In the fourth quarter, our new original series, El Gallo de Oro, was the strongest premiere to date in terms of U.S. user engagement, and one of our ViX original films, Radical, became the highest-earning Spanish language movie in the United States in nearly 4 years, winning 11 awards, including the Festival Favorite at Sundance. Our 2024 content slate, informed by our data, will be the strongest yet. We have successfully concluded Upfront negotiations with our customers in Mexico, with the Upfront plan reaching the highest level in absolute terms in our history. We see this as a great base for the year. Moreover, with this being an election year in Mexico, we expect advertisers to hold some of their ad spend for the scatter market, which therefore should be higher than normal.

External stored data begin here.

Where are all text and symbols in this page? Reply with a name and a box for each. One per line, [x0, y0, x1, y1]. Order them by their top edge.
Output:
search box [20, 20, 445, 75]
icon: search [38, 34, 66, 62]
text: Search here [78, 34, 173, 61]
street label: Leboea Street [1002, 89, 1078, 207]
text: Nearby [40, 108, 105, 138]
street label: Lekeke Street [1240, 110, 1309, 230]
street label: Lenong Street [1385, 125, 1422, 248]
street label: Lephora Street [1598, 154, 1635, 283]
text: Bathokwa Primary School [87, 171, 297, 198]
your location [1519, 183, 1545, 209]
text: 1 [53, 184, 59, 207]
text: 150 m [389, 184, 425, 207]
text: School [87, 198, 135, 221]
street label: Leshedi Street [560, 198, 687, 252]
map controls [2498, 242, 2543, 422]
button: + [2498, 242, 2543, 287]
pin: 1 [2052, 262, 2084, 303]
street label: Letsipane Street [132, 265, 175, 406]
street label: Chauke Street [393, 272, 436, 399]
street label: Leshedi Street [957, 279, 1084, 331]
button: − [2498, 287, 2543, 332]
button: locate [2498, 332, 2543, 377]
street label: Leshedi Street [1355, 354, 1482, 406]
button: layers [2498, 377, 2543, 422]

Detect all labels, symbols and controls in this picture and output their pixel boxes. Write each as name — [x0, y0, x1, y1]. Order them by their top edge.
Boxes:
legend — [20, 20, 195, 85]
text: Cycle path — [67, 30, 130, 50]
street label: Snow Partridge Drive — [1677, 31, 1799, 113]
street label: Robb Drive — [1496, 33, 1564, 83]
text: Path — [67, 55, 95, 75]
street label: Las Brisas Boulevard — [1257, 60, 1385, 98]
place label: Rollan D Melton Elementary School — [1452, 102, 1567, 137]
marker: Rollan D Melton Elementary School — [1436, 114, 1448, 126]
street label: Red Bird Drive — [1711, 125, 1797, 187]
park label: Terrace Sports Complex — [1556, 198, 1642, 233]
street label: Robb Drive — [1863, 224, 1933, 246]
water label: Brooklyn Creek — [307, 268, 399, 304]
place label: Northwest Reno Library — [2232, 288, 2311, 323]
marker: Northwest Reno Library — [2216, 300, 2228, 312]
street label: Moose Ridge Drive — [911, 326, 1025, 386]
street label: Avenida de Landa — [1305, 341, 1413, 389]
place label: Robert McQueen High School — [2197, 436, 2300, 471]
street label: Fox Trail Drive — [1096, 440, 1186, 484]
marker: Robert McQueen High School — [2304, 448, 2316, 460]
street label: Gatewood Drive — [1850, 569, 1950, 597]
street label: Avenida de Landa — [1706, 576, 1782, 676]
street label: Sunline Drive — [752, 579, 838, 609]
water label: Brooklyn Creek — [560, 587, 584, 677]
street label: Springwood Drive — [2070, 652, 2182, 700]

Finally, looking more closely at TelevisaUnivision's debt, the company now has no maturities until March 2026. Management has done an extraordinary job in refinancing $1.5 billion of debt during 2023, and an additional $341 million in January 2024. Moving on to Grupo Televisa's consolidated financial performance. In 2023, consolidated revenue reached MXN 73.8 billion, representing a year-on-year decline of 2.3%, while operating segment income reached MXN 26.5 billion, equivalent to a year-on-year decrease of 5.4%, mainly driven by lower revenue at Sky and inflationary pressures in labor and content-related costs.

Turning to our fourth quarter results, consolidated revenue reached MXN 18.4 billion, representing a year-on-year decrease of 3.8%, while operating segment income reached MXN 6.3 billion, equivalent to a year-on-year contraction of 6%, also caused primarily by the factors mentioned before. Valim and Luis will elaborate on the operating and financial performance of each of our core consolidated segments in their remarks. Now let me walk you through TelevisaUnivision's 2023 results released last week. The company's full year revenue increased by 5% year- on- year to $4.9 billion. Excluding non-recurring revenue of around $200 million in 2022, related to the sub-licensing of the World Cup rights in Mexico and Latin America, and political advertising around midterm elections in the United States, TelevisaUnivision's full year revenue grew by 9%.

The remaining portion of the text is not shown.